== WHAT YOU NEED TO DO ==
The lines to reproduce run from the first one below to the line containing "Quick job: Transcribe", both included. Reproduce them exactly and nothing else.

== SUPPLIED INFORMATION ==

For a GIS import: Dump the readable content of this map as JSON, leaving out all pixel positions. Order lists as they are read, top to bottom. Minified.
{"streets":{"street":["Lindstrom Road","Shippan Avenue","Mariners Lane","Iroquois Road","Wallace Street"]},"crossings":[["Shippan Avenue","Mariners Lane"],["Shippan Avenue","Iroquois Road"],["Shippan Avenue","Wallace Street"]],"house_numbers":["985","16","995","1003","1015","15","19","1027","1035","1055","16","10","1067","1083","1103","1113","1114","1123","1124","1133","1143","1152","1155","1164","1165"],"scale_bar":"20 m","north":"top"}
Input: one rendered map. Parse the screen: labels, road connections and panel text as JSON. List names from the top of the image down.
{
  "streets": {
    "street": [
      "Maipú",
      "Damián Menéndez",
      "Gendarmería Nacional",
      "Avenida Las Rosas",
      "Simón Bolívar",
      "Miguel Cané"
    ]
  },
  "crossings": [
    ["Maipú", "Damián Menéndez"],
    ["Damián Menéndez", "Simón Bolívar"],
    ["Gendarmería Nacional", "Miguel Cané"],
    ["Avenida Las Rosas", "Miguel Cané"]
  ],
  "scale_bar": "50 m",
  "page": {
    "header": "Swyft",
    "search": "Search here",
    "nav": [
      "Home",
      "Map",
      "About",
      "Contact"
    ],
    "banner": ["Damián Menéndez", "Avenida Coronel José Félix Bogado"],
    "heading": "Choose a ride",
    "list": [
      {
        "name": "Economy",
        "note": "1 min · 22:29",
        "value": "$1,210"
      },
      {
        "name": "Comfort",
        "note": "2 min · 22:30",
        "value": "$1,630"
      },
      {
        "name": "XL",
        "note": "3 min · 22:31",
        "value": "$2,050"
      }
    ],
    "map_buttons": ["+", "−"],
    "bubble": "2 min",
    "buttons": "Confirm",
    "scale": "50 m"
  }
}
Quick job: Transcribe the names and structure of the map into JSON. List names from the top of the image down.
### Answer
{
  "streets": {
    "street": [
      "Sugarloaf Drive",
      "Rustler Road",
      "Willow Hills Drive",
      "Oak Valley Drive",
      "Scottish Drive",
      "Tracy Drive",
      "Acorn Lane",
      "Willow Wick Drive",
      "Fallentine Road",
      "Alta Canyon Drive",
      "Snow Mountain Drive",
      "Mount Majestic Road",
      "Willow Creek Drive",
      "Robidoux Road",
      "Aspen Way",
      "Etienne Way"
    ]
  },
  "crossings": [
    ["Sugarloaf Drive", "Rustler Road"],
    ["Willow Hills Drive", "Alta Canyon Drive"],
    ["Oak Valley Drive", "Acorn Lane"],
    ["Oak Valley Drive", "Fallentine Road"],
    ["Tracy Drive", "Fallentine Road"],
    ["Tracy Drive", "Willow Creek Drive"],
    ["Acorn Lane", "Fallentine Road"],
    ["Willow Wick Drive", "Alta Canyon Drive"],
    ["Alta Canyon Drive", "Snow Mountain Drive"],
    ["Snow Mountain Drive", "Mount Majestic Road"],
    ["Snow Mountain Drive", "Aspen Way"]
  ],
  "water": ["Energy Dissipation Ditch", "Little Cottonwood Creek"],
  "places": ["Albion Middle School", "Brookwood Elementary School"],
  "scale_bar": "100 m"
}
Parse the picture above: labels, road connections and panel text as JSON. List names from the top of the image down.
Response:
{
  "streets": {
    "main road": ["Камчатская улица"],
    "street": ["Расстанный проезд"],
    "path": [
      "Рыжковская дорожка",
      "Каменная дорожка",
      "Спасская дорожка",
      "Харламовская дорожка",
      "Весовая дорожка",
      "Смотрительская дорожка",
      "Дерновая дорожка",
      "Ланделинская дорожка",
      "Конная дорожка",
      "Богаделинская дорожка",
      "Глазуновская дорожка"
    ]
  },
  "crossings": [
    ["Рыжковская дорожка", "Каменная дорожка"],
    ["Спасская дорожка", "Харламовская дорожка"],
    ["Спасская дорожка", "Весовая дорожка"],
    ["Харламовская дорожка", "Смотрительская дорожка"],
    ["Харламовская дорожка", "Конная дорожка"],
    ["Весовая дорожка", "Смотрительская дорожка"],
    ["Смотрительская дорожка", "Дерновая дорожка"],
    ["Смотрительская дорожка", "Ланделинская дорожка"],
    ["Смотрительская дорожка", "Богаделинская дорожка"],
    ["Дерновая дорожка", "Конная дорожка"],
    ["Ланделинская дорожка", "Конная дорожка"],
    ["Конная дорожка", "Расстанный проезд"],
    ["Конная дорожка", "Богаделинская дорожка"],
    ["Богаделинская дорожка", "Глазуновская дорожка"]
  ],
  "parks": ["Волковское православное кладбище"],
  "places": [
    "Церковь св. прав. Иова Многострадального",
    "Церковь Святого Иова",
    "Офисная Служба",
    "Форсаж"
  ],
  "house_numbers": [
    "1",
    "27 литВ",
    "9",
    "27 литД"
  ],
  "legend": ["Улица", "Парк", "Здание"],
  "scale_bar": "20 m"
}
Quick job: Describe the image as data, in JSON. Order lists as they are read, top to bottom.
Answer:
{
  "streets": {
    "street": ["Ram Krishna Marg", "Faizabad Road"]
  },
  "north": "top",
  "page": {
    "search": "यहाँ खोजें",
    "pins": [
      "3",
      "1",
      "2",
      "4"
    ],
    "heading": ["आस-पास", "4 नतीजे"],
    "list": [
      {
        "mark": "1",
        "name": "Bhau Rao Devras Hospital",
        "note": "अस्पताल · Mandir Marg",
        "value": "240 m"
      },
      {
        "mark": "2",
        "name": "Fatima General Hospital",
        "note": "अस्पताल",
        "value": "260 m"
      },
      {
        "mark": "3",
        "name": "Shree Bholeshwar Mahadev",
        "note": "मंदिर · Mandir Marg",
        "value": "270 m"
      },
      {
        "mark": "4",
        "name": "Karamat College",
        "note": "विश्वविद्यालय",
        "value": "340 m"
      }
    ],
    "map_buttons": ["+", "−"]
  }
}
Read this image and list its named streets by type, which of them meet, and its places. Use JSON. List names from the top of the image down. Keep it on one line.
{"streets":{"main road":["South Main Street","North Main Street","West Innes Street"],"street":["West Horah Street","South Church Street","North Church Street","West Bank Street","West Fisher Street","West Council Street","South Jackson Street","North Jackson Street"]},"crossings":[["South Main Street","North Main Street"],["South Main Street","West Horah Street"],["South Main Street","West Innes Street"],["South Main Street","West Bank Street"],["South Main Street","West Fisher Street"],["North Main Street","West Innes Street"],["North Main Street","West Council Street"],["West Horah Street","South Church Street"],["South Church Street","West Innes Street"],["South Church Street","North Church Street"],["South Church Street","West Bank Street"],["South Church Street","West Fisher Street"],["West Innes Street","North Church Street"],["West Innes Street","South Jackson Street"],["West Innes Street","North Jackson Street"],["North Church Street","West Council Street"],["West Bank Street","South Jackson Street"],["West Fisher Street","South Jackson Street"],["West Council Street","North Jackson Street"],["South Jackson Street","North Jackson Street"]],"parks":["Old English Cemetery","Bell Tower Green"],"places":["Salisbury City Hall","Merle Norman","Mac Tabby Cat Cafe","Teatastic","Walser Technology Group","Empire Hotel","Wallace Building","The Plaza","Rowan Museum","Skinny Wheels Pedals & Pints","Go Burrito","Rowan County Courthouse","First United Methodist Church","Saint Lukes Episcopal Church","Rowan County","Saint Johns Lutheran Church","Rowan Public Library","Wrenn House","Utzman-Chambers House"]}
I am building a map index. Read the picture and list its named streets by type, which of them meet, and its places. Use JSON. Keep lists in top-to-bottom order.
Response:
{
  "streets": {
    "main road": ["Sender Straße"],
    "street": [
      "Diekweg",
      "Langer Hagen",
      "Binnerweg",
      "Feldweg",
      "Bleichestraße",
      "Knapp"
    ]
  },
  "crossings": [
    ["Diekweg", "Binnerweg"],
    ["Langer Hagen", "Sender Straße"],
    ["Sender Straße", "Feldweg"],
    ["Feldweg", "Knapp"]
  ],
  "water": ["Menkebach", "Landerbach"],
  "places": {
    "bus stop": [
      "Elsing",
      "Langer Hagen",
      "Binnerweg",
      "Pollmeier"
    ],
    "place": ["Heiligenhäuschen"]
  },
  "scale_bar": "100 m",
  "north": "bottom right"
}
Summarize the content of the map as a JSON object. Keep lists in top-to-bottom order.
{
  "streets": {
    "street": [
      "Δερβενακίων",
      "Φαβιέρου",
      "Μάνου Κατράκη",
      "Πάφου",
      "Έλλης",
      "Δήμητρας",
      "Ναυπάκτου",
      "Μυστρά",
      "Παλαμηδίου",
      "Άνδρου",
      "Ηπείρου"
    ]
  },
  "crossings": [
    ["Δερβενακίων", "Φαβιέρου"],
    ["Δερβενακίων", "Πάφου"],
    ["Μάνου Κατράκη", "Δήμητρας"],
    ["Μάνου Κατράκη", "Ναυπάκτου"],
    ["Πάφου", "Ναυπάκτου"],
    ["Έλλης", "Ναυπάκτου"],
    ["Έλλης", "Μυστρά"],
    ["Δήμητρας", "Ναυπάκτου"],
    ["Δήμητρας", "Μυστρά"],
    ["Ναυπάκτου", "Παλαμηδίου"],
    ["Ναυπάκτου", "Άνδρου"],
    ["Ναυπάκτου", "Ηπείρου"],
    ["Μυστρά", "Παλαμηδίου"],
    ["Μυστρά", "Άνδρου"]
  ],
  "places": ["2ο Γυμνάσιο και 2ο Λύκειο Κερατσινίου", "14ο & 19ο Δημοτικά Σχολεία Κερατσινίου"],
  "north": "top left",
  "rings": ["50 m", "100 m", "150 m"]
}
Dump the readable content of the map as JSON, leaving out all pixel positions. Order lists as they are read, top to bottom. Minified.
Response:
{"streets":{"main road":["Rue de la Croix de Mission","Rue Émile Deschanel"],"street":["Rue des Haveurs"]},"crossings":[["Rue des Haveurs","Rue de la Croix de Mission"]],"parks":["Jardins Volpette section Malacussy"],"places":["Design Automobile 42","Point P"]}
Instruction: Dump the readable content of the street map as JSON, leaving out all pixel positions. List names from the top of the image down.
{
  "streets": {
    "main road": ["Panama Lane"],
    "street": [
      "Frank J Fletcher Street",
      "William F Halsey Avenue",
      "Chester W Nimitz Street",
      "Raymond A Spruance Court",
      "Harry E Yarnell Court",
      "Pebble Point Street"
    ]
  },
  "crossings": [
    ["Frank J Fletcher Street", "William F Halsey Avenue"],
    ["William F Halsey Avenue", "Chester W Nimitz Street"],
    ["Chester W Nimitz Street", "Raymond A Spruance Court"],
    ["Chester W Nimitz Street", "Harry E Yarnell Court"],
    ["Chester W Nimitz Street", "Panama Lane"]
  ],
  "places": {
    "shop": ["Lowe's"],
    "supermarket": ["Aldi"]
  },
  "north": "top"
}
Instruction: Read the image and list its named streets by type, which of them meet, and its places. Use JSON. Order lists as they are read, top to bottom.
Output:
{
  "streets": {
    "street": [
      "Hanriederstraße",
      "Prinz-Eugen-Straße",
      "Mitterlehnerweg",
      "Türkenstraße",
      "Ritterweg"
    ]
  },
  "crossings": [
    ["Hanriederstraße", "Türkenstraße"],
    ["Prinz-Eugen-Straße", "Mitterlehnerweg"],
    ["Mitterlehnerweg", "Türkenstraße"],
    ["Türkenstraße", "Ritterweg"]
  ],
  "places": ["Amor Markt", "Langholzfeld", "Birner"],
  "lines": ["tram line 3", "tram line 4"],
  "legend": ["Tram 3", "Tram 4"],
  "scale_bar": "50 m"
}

== RESULT ==
For a GIS import: Dump the readable content of this map as JSON, leaving out all pixel positions. Order lists as they are read, top to bottom. Minified.
{"streets":{"street":["Lindstrom Road","Shippan Avenue","Mariners Lane","Iroquois Road","Wallace Street"]},"crossings":[["Shippan Avenue","Mariners Lane"],["Shippan Avenue","Iroquois Road"],["Shippan Avenue","Wallace Street"]],"house_numbers":["985","16","995","1003","1015","15","19","1027","1035","1055","16","10","1067","1083","1103","1113","1114","1123","1124","1133","1143","1152","1155","1164","1165"],"scale_bar":"20 m","north":"top"}
Input: one rendered map. Parse the screen: labels, road connections and panel text as JSON. List names from the top of the image down.
{
  "streets": {
    "street": [
      "Maipú",
      "Damián Menéndez",
      "Gendarmería Nacional",
      "Avenida Las Rosas",
      "Simón Bolívar",
      "Miguel Cané"
    ]
  },
  "crossings": [
    ["Maipú", "Damián Menéndez"],
    ["Damián Menéndez", "Simón Bolívar"],
    ["Gendarmería Nacional", "Miguel Cané"],
    ["Avenida Las Rosas", "Miguel Cané"]
  ],
  "scale_bar": "50 m",
  "page": {
    "header": "Swyft",
    "search": "Search here",
    "nav": [
      "Home",
      "Map",
      "About",
      "Contact"
    ],
    "banner": ["Damián Menéndez", "Avenida Coronel José Félix Bogado"],
    "heading": "Choose a ride",
    "list": [
      {
        "name": "Economy",
        "note": "1 min · 22:29",
        "value": "$1,210"
      },
      {
        "name": "Comfort",
        "note": "2 min · 22:30",
        "value": "$1,630"
      },
      {
        "name": "XL",
        "note": "3 min · 22:31",
        "value": "$2,050"
      }
    ],
    "map_buttons": ["+", "−"],
    "bubble": "2 min",
    "buttons": "Confirm",
    "scale": "50 m"
  }
}
Quick job: Transcribe the names and structure of the map into JSON. List names from the top of the image down.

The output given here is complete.